Wheatley was sick of it all. He couldn't stand being human anymore, the constant, unyielding flood of mixed up emotions that he had no way of understanding. He hated being this imperfect being, an accident waiting to happen waltzing around on stilts. He hated being an idiot, being a burden.

That's all he was, wasn't he? A six foot problem no one cared enough to solve. He was useless; he couldn't control the too-big body he'd been shoved into. The guilt of simply wasting air and space was almost enough to kill him.

Oi, the guilt, the one human emotion Wheatley understood perfectly; it was the beast that was eventually going to eat him alive. And out of the whole lot of inexplicable, insufferable human emotions, Wheatley had decided that guilt was the worst by far. It was a flare that set up a cold pit in his stomach, made his insides twist. It made him itch, made his flash crawl, made him claw at his skin until he was red and raw.

He despised this. Being human was a curse. He missed the wires that use to run through him, the metal that shaped him as a core.
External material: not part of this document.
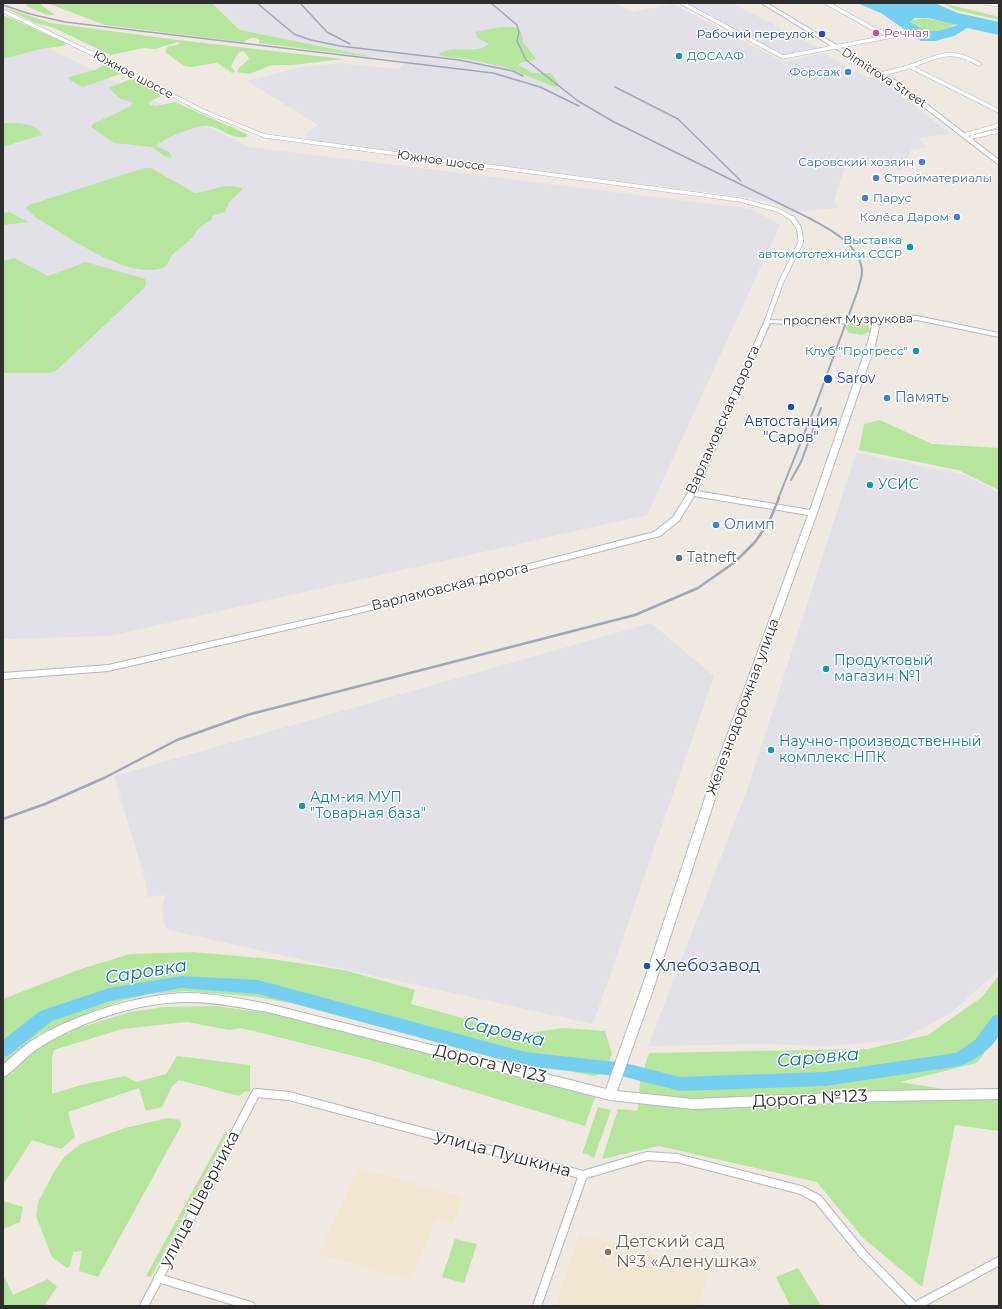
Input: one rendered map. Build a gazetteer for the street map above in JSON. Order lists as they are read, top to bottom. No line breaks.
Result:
{"streets":{"street":["Южное шоссе","Dimitrova Street","проспект Музрукова","Варламовская дорога","Железнодорожная улица","Дорога №123","улица Пушкина","улица Шверника"]},"crossings":[["Южное шоссе","проспект Музрукова"],["Южное шоссе","Варламовская дорога"],["проспект Музрукова","Варламовская дорога"],["проспект Музрукова","Железнодорожная улица"],["Железнодорожная улица","Дорога №123"],["улица Пушкина","улица Шверника"]],"water":["Саровка"],"places":["Речная","Рабочий переулок","ДОСААФ","Форсаж","Саровский хозяин","Стройматериалы","Парус","Колёса Даром","Выставка автомототехники СССР","Клуб \"Прогресс\"","Sarov","Память","Автостанция \"Саров\"","УСИС","Олимп","Tatneft","Продуктовый магазин №1","Научно-производственный комплекс НПК","Адм-ия МУП \"Товарная база\"","Хлебозавод","Детский сад №3 «Аленушка»"]}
He missed being a machine because he could delete the thoughts that upset him, because it was just so much easier to not have a function as a robot than to find a purpose as a person.

The human mind was a trap; it was vast, limitless; he couldn't just make all of his mistakes disappear, erase all the data like computer; no, he had to keep the memories, no matter how painful, had to relive them every time the quiet crept up on him.

The silence of the world was going to do him in if the guilt didn't; it let him think, let his mind delve into the deepest, darkest recesses in his psyche, into all the cracks and crevices where the worst parts of him hid; when the world held still, the monster that was Wheatley came out. He couldn't let that beast resurface, not after he fought so hard to keep it buried in the noise of his ramblings. But even he knew he couldn't keep up the fight forever.

Eventually, that monster was going to win.

And it was in the dead hours of the night, when not even a chirp of a cricket broke through the stillness, the doomed battles played out. That beast made him curl his knees in, like a taunt that he'd never feel the simplicity of being notion more than a string of numbers again; it made his fingers fight the tangled curls of brown hanging over his face; it made him want to pull off that human guise, made him to be the scrap metal ball he used to be; it made him lose hope.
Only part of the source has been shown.